• **WHAT THE TASK REQUIRES**: Quote verbatim the span of lines that begins the listing below and closes with the line containing "const shape = rows".

• **EXERCISE MATERIAL**:

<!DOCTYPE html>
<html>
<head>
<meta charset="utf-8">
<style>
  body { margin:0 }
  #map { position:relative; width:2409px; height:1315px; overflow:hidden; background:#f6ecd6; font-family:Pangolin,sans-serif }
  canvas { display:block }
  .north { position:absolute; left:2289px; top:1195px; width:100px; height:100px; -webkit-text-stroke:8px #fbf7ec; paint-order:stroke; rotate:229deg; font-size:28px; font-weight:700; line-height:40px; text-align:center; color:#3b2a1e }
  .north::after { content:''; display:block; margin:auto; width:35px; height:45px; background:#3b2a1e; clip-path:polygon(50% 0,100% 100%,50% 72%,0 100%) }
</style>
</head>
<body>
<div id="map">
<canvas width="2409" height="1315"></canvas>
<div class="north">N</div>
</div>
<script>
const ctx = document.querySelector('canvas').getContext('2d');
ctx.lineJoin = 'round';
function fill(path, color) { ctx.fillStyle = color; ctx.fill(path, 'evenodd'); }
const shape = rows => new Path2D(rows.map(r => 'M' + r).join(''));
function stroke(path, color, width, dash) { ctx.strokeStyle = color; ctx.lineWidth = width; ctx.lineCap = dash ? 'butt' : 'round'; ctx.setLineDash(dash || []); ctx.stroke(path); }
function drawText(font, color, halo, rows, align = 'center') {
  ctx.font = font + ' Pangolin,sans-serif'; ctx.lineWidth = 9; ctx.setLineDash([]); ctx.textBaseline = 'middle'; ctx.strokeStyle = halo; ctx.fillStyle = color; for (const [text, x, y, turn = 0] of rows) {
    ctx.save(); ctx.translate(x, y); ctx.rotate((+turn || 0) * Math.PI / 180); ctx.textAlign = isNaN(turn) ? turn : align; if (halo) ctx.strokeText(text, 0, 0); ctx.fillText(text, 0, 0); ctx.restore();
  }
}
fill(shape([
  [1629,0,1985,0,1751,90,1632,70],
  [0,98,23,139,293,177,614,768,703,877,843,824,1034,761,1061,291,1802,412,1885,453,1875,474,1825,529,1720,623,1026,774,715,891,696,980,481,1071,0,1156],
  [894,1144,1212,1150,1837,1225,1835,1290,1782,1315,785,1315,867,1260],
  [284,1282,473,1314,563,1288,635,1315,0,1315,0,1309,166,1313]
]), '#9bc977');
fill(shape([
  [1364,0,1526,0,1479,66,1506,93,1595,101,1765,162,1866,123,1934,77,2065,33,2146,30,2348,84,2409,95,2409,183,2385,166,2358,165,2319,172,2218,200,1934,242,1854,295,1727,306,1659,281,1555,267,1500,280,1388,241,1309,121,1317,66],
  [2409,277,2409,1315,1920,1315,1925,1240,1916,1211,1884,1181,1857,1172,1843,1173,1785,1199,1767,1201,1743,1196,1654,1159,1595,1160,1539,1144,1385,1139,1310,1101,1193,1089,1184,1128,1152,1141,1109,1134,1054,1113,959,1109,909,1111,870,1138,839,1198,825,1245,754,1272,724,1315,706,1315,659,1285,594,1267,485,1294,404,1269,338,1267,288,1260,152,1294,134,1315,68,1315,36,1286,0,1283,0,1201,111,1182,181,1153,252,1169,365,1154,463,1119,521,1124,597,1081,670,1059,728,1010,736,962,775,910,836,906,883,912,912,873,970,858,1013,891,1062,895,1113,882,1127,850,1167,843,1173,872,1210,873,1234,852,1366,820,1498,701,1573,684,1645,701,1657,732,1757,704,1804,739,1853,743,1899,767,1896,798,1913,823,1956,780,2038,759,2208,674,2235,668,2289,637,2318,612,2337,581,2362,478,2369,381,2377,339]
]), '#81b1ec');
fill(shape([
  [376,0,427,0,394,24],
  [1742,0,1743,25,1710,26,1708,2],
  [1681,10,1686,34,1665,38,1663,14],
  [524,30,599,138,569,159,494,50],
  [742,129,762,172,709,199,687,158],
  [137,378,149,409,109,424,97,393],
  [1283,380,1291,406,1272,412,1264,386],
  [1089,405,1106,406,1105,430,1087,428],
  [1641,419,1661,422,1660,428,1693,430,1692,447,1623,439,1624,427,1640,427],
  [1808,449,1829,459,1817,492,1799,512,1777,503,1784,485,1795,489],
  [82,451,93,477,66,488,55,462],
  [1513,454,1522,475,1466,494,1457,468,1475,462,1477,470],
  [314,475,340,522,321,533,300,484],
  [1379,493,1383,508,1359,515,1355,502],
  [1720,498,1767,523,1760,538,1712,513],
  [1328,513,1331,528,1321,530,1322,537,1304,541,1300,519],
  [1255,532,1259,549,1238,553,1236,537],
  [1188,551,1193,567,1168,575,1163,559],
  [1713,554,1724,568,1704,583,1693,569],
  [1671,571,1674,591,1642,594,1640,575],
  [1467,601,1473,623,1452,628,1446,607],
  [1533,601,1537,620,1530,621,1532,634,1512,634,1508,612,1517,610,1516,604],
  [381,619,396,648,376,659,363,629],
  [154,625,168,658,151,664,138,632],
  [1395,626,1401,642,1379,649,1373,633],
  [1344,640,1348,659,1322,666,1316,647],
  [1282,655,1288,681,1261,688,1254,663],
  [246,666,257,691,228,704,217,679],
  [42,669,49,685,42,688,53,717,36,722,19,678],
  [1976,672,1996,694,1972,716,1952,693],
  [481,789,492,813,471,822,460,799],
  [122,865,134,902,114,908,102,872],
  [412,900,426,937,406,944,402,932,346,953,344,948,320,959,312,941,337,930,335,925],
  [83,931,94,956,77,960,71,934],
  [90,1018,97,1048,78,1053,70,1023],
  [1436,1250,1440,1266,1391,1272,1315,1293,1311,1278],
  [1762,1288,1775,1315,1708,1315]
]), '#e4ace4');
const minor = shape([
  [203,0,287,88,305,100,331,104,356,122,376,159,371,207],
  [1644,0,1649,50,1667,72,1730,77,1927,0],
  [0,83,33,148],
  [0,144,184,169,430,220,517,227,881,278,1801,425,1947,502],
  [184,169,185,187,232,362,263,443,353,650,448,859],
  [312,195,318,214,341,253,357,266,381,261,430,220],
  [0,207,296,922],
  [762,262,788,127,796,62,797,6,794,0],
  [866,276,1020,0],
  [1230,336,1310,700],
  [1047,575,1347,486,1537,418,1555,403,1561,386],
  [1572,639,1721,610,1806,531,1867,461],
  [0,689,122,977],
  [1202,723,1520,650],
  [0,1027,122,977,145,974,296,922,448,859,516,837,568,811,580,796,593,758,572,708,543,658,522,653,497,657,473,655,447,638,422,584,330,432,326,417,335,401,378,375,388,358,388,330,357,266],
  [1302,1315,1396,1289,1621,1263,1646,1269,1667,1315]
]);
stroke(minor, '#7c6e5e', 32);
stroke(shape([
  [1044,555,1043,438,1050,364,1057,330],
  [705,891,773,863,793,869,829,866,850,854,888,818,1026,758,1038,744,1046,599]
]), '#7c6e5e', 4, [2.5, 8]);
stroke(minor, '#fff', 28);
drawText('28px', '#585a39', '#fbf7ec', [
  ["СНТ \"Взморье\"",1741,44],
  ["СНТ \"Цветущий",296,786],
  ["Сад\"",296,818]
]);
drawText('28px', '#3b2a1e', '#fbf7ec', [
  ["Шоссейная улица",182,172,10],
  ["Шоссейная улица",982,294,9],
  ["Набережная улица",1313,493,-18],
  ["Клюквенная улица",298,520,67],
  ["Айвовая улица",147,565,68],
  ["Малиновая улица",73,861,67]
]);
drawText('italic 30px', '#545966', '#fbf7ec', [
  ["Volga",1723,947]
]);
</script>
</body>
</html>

• **EXERCISE RESULT**:
<!DOCTYPE html>
<html>
<head>
<meta charset="utf-8">
<style>
  body { margin:0 }
  #map { position:relative; width:2409px; height:1315px; overflow:hidden; background:#f6ecd6; font-family:Pangolin,sans-serif }
  canvas { display:block }
  .north { position:absolute; left:2289px; top:1195px; width:100px; height:100px; -webkit-text-stroke:8px #fbf7ec; paint-order:stroke; rotate:229deg; font-size:28px; font-weight:700; line-height:40px; text-align:center; color:#3b2a1e }
  .north::after { content:''; display:block; margin:auto; width:35px; height:45px; background:#3b2a1e; clip-path:polygon(50% 0,100% 100%,50% 72%,0 100%) }
</style>
</head>
<body>
<div id="map">
<canvas width="2409" height="1315"></canvas>
<div class="north">N</div>
</div>
<script>
const ctx = document.querySelector('canvas').getContext('2d');
ctx.lineJoin = 'round';
function fill(path, color) { ctx.fillStyle = color; ctx.fill(path, 'evenodd'); }
const shape = rows => new Path2D(rows.map(r => 'M' + r).join(''));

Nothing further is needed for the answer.